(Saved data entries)
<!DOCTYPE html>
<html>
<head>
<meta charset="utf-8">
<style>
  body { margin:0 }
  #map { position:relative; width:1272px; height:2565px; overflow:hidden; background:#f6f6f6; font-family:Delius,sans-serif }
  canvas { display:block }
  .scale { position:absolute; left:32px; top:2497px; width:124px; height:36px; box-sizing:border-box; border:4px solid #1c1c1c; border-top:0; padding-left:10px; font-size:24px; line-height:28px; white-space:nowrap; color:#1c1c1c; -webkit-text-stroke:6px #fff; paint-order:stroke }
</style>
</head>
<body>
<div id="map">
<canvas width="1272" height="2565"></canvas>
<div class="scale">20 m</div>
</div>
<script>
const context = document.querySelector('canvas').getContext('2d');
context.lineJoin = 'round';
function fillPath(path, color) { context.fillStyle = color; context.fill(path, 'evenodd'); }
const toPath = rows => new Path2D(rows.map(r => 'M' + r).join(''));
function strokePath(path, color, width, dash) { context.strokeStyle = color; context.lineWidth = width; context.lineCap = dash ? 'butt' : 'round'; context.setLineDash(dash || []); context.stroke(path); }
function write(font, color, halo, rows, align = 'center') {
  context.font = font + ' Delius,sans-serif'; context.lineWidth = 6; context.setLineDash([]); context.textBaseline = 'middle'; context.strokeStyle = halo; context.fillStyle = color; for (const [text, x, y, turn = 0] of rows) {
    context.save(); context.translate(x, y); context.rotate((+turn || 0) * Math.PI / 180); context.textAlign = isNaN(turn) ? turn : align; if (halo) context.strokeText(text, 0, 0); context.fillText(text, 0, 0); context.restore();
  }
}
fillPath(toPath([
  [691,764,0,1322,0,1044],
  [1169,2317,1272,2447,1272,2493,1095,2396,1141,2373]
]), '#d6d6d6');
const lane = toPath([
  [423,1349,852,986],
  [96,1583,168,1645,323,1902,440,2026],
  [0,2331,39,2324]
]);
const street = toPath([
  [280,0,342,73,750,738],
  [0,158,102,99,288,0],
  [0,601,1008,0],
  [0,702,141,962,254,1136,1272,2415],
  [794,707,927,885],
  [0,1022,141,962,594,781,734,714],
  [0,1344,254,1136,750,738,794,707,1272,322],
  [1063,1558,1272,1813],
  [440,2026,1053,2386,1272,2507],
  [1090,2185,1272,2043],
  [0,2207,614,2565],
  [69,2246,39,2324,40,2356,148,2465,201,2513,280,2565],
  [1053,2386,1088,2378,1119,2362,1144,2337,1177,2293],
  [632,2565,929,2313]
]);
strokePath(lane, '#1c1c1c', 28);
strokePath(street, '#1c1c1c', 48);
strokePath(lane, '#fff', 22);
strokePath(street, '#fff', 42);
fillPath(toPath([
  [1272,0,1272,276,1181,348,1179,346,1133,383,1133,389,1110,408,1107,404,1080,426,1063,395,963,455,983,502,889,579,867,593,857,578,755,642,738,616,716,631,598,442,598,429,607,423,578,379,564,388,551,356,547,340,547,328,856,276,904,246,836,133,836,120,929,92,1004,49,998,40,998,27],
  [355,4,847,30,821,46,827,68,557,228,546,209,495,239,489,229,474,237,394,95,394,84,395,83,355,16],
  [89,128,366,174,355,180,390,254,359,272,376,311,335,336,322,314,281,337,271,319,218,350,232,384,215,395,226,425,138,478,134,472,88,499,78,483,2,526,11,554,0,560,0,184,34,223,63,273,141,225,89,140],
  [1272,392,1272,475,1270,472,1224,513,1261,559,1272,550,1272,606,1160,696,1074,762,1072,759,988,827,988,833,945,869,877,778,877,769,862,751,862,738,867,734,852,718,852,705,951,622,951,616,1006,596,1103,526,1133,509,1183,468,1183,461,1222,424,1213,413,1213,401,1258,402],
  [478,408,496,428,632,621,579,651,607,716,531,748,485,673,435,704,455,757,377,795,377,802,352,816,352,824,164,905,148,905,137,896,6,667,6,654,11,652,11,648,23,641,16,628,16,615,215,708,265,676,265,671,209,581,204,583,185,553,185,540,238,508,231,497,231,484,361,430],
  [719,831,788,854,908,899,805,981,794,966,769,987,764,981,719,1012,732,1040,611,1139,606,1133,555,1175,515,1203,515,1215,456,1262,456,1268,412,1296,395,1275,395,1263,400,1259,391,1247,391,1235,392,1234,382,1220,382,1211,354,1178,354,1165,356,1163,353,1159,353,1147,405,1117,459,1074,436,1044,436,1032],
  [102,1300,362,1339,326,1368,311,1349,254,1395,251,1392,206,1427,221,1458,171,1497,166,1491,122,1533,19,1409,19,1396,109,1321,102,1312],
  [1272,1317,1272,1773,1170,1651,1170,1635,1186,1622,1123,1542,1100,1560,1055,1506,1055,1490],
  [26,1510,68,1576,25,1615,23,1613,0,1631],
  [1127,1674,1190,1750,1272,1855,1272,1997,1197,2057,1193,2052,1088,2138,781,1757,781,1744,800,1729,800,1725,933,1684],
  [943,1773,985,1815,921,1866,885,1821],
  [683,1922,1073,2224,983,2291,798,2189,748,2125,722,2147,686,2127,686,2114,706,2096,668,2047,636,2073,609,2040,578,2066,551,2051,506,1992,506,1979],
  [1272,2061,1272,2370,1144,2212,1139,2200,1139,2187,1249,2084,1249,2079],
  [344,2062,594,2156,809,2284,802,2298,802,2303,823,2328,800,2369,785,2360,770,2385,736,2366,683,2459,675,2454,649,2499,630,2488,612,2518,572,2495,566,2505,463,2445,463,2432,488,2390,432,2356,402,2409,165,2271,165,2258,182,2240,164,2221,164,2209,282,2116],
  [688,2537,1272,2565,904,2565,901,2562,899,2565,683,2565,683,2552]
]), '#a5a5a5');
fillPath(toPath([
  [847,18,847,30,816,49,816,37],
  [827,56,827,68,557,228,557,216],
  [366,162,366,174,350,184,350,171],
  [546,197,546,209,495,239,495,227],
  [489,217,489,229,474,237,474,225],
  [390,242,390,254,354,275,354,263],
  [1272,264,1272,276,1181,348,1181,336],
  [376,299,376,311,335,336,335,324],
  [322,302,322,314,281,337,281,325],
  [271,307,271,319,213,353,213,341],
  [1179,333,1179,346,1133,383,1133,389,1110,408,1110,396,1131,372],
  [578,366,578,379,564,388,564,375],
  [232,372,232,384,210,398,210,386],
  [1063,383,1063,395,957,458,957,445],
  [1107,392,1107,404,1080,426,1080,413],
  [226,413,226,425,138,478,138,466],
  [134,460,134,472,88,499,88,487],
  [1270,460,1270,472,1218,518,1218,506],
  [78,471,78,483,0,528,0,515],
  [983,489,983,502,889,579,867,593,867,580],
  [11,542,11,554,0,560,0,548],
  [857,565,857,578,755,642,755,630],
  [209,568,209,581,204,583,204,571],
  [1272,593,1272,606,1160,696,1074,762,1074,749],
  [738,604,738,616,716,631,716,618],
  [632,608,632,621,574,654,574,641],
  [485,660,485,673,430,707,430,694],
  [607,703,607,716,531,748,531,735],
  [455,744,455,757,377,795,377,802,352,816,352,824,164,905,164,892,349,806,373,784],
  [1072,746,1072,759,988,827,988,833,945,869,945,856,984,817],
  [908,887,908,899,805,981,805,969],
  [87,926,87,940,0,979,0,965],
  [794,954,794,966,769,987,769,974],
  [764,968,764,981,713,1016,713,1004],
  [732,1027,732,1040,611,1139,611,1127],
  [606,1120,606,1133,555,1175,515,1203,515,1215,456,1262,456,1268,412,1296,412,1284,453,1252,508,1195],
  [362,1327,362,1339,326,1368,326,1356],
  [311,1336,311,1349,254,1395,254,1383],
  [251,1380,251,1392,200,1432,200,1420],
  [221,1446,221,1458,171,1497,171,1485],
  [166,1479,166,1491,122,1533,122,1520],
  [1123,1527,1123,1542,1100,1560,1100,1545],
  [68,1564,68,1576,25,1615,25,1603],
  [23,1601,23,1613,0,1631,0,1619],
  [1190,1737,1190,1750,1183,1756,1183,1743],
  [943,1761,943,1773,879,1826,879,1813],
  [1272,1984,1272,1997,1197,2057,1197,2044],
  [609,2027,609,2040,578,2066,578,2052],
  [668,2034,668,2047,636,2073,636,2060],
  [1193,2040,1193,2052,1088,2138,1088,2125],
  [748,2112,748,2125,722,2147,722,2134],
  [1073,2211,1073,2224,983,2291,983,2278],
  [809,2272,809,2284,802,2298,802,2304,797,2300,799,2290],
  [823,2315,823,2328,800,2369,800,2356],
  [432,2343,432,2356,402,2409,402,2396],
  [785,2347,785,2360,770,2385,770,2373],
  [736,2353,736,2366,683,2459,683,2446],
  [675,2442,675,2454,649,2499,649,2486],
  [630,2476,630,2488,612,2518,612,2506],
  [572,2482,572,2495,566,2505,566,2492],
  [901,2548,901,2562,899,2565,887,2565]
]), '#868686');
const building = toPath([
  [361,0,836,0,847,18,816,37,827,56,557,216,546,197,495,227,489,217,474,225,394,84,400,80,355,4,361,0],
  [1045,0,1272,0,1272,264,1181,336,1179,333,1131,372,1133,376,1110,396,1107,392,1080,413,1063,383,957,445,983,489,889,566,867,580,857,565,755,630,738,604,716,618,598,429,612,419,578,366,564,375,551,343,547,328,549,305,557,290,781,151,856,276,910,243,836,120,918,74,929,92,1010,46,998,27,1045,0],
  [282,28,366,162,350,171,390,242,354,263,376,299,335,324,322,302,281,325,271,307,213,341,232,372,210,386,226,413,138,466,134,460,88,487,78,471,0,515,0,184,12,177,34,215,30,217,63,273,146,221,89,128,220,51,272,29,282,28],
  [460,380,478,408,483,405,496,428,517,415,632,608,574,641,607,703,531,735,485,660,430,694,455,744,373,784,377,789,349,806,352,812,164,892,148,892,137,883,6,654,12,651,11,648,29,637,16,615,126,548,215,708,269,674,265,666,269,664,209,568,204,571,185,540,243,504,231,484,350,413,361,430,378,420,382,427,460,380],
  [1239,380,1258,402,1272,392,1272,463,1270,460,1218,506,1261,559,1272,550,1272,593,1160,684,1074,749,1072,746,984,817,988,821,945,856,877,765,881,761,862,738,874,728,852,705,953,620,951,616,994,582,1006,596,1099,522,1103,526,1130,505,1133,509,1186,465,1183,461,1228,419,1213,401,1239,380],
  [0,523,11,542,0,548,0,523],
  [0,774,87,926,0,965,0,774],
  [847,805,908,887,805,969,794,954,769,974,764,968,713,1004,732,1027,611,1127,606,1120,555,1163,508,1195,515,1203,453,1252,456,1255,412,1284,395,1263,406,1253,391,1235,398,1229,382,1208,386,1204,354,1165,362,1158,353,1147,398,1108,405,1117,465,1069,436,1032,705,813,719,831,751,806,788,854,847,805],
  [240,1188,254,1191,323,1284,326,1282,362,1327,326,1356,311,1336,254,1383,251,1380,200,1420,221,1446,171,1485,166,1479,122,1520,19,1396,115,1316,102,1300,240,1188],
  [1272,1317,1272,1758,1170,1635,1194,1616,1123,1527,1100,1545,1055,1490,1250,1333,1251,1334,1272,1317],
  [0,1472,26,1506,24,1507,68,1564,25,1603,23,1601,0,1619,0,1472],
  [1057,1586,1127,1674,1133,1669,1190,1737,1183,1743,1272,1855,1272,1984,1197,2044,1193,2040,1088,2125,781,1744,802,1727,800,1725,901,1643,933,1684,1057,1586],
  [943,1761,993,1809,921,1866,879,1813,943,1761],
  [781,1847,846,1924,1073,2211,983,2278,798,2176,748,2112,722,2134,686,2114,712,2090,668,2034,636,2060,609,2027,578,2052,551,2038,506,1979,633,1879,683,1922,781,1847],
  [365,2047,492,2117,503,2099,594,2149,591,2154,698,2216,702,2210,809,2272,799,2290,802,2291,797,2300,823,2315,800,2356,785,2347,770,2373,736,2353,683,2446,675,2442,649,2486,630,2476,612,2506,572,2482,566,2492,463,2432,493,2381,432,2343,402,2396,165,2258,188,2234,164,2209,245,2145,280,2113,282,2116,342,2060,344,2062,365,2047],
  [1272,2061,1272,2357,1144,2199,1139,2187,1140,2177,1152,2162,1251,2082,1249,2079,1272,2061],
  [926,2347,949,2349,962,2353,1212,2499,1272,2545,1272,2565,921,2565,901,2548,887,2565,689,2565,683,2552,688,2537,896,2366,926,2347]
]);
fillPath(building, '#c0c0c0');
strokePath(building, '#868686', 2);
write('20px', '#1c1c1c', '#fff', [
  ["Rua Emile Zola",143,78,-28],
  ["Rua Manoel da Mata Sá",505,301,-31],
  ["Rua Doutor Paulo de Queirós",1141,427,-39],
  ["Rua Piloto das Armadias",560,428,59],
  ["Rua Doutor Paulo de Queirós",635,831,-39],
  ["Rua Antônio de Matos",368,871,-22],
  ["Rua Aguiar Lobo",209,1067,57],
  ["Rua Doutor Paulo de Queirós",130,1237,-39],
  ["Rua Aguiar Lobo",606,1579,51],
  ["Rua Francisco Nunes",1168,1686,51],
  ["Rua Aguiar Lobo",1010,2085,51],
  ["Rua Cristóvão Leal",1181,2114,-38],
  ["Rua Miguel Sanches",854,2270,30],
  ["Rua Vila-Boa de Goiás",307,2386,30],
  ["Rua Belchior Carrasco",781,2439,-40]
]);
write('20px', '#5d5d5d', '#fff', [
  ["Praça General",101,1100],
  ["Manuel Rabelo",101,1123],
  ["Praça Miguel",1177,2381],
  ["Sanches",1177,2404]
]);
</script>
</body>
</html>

=== Your assignment ===
Look through the entries, and return every line that the word "align" appears in.

=== Answer below ===
function write(font, color, halo, rows, align = 'center') {
    context.save(); context.translate(x, y); context.rotate((+turn || 0) * Math.PI / 180); context.textAlign = isNaN(turn) ? turn : align; if (halo) context.strokeText(text, 0, 0); context.fillText(text, 0, 0); context.restore();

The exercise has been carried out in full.